Salt Dough / Homemade Play Dough
I'm finally getting around to posting this recipe - this is the BEST STUFF ON EARTH and it hardly costs anything! I love that my mom reminds me of these simple, fun things.
For a fun night with the kids, or even better - for some time by yourself, mix up a batch of this and let the kids go nuts while you go relax with a box of chocolates in the pantry closet. They'll never know you're gone!
Oh, and I have to add that when I was little, my mom had us make fun Christmas ornaments like this with these very same cookie cutters and I can't tell you how much fun it was year after year getting out our homemade ornaments that we made and painted. I think mom still has all of them from so long ago in a box somewhere. Now my kids have their own set and it was SUCH an inexpensive, fun, memory-making project.
What You'll Need:
2 c. Flour
1 c. Salt
1 T. Oil (vegetable oil or olive oil is fine)
Warm water - about 1 c.
Food coloring (optional)
Cookie cutters with patterns in the middle
Acrylic or children's water color paints
(acrylic doesn't wash out of clothes like the watercolor paints will)
Glitter paint (optional) - makes Christmas ornaments sparkly
Combine the flour and salt; add oil and combine
Add water a little at a time. Start by using about 3/4 c. of the water, mix the dough with your hands, and add more water as you need it a little at a time. Dough should be moist but not sticky - just like the store-bought Play Doh.
If you want to paint your creations, keep the dough white. If you don't care and just want the kids to play with it, separate the dough into parts and use food coloring and make dough of different colors. Now let 'em play for hours. Store the dough in zipper baggies in the fridge so it will last longer.
TO MAKE ORNAMENTS:
Roll out the dough, cut out your creations, and poke a hole with a toothpick where you want your string to hang from - and give yourself plenty of room for the string/ribbon. Keep in mind that the thicker your cut-out is, the longer it has to bake. Try to keep your cut-outs somewhat thin and uniform in thickness.

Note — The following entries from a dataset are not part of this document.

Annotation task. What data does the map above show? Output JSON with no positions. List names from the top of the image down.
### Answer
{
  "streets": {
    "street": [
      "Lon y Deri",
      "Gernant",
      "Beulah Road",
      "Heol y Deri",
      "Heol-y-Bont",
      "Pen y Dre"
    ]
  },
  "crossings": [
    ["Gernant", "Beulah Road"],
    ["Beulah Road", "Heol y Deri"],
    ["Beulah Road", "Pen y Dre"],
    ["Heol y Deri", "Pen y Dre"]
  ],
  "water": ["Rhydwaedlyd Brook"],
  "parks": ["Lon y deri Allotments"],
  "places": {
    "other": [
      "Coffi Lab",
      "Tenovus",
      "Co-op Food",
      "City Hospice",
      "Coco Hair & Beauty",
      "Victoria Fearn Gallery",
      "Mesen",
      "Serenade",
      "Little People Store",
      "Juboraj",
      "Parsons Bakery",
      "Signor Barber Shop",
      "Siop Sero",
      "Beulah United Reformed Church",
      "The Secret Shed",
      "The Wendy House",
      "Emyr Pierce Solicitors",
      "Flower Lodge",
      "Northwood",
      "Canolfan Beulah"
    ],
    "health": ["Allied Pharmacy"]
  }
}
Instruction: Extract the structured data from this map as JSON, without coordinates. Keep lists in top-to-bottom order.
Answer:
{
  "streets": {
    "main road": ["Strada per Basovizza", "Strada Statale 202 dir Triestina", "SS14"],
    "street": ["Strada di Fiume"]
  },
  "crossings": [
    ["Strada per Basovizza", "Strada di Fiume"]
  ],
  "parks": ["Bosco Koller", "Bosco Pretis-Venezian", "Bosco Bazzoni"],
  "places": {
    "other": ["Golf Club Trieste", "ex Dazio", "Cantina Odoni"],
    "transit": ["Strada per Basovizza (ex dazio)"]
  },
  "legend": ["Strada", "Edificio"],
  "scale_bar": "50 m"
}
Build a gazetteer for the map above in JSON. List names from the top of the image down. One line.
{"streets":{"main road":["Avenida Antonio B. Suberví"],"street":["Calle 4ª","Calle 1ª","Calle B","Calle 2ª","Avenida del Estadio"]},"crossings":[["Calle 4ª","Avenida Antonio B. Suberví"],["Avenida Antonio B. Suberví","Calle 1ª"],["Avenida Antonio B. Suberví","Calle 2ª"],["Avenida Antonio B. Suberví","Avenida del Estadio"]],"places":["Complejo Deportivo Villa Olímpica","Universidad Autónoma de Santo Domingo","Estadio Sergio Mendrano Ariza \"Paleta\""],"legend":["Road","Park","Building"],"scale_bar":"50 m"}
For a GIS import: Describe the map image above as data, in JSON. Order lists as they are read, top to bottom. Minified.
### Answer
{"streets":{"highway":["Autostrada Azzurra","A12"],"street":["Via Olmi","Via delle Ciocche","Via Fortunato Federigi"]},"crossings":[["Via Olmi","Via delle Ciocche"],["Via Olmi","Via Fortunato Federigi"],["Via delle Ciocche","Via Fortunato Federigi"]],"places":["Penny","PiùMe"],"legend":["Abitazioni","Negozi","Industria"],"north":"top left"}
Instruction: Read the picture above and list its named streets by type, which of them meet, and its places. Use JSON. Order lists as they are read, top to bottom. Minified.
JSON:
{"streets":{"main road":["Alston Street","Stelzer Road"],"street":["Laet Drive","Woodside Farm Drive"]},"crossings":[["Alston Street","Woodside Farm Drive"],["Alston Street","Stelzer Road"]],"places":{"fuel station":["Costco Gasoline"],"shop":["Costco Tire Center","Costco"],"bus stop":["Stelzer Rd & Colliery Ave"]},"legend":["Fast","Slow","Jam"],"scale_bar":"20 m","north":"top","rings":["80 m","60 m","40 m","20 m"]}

Place the ornaments on a cookie sheet (ungreased, of course) and bake them between 200 degrees and 250 degrees for about an hour. Ours were baked at 250 degrees and they were fine, but your oven might be different. Your oven is too hot if your ornaments get bubbles in them. Turn the ornaments over and let the other side bake for a while - maybe 30 minutes to an hour, depending on how hardened they are.
To check for doneness, tap on the ornaments and if they sound crisp, dry, and light, then they're done. If you tap on them and they feel dense and heavy, then they need a little bit longer. Just keep checking them.
When done, let the ornaments cool for a minute, and they're ready to paint. After the paint has dried, spray varnish them and the colors will become more vibrant and the ornaments will last a very long time.